Children's Commissioner for England
The post of Children's Commissioner for England was established under the Children Act 2004. The Children's Commissioner has a duty to promote awareness of the views and interests of all children in England, in particular those whose voices are least likely to be heard, to the people who make decisions about their lives.
The current Commissioner, Dr Maggie Atkinson, also has a duty to speak on behalf of all children in the UK on non-devolved issues which include immigration, for the whole of the UK, and youth justice, for Wales. In carrying out her function, the Children's Commissioner must have regard to the United Nations Convention on the Rights of the Child (UNCRC).
The Office of the Children's Commissioner is a non-departmental public body.
- 1 Role of the Children's Commissioner for England
- 2 Children's Commissioner Scotland / Wales / Northern Ireland
- 3 Children's Rights UK and UNCRC
- 4 Children Act 1989/2004 and Every Child Matters 2003
- 5 Criticism
- 6 List of Commissioners
- 7 See also
- 8 References
- 9 External links
Role of the Children's Commissioner for England
The Office of the Children’s Commissioner is a national organisation led by the Children’s Commissioner for England, Dr Maggie Atkinson. The post of Children’s Commissioner for England was established by the Children Act 2004 with the intended purpose of becoming the independent voice of children and young people, thereby championing their interests and bringing their concerns to the national arena.

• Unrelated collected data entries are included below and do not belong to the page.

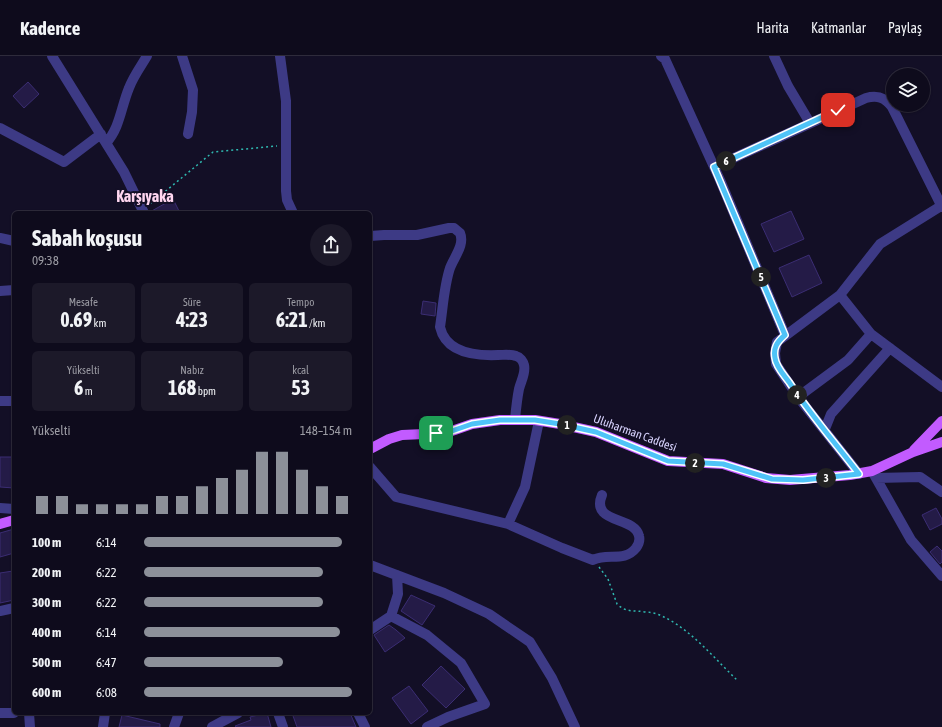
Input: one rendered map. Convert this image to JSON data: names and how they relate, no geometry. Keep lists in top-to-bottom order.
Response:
{
  "streets": {
    "main road": ["Uluharman Caddesi"]
  },
  "districts": ["Karşıyaka"],
  "page": {
    "header": "Kadence",
    "nav": ["Harita", "Katmanlar", "Paylaş"],
    "pins": [
      "6",
      "5",
      "4",
      "1",
      "2",
      "3"
    ],
    "heading": ["Sabah koşusu", "09:38"],
    "stats": [
      ["Mesafe", "0.69 km"],
      ["Süre", "4:23"],
      ["Tempo", "6:21 /km"],
      ["Yükselti", "6 m"],
      ["Nabız", "168 bpm"],
      ["kcal", "53"]
    ],
    "chart": ["Yükselti", "148–154 m"],
    "list": [
      {
        "name": "100 m",
        "note": "6:14"
      },
      {
        "name": "200 m",
        "note": "6:22"
      },
      {
        "name": "300 m",
        "note": "6:22"
      },
      {
        "name": "400 m",
        "note": "6:14"
      },
      {
        "name": "500 m",
        "note": "6:47"
      },
      {
        "name": "600 m",
        "note": "6:08"
      }
    ]
  }
}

More than 130 organisations campaigned for the establishment of a Children’s Commissioner for England for 13 years. Professor Al Aynsley-Green was appointed England's first Children's Commissioner in March 2005.
The commissioner’s general function is defined as “promoting awareness of the views and interests of children in England”, especially as they relate to five “aspects of their well-being”. There is a framework of five key outcomes in which the services are to be measured. Young people and children should; be healthy, stay safe, enjoy and achieve, make a positive contribution, and achieve economic well-being.

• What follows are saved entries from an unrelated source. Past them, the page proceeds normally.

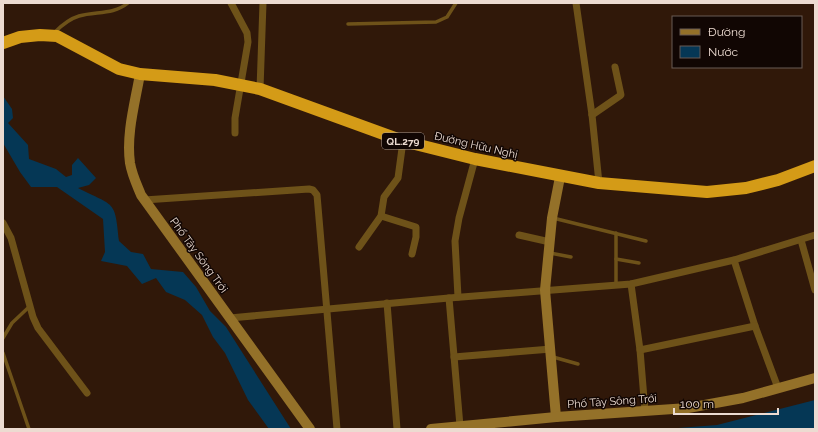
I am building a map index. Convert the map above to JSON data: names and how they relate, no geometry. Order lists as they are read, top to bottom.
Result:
{
  "streets": {
    "highway": ["QL.279", "Đường Hữu Nghị"],
    "street": ["Phố Tây Sông Trới"]
  },
  "crossings": [
    ["Đường Hữu Nghị", "Phố Tây Sông Trới"]
  ],
  "legend": ["Đường", "Nước"],
  "scale_bar": "100 m"
}
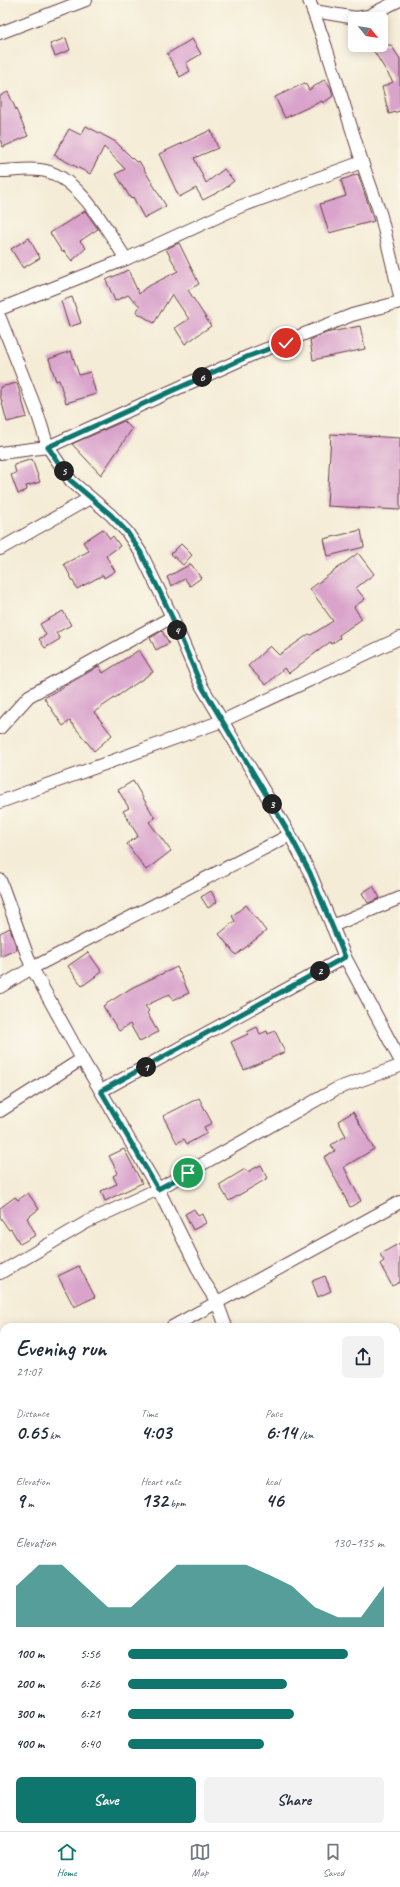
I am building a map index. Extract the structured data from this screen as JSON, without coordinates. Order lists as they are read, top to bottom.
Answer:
{
  "north": "bottom right",
  "page": {
    "pins": [
      "6",
      "5",
      "4",
      "3",
      "2",
      "1"
    ],
    "heading": ["Evening run", "21:07"],
    "stats": [
      ["Distance", "0.65 km"],
      ["Time", "4:03"],
      ["Pace", "6:14 /km"],
      ["Elevation", "9 m"],
      ["Heart rate", "132 bpm"],
      ["kcal", "46"]
    ],
    "chart": ["Elevation", "130–135 m"],
    "list": [
      {
        "name": "100 m",
        "note": "5:56"
      },
      {
        "name": "200 m",
        "note": "6:26"
      },
      {
        "name": "300 m",
        "note": "6:21"
      },
      {
        "name": "400 m",
        "note": "6:40"
      }
    ],
    "buttons": ["Save", "Share"],
    "tabs": ["Home", "Map", "Saved"]
  }
}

The Children’s Commissioner states that they “will use our powers and independence to ensure that the views of children and young people are routinely asked for, listened to and acted upon and that outcomes for children improve over time”. They say they will “do this, in partnership with others, by bringing children and young people into the heart of the decision-making process to increase understanding of their best interests”. Unlike the Children’s Commissioner for Scotland, Wales, and Northern Ireland, the Children’s Commissioner for England cannot deal with individual cases but would conduct an investigation that affects the wider population. The relationship between the Commissioners in the UK is flexible and is left to the Commissioners to decided to work together to combat certain issues or whether to carry out the investigations independently.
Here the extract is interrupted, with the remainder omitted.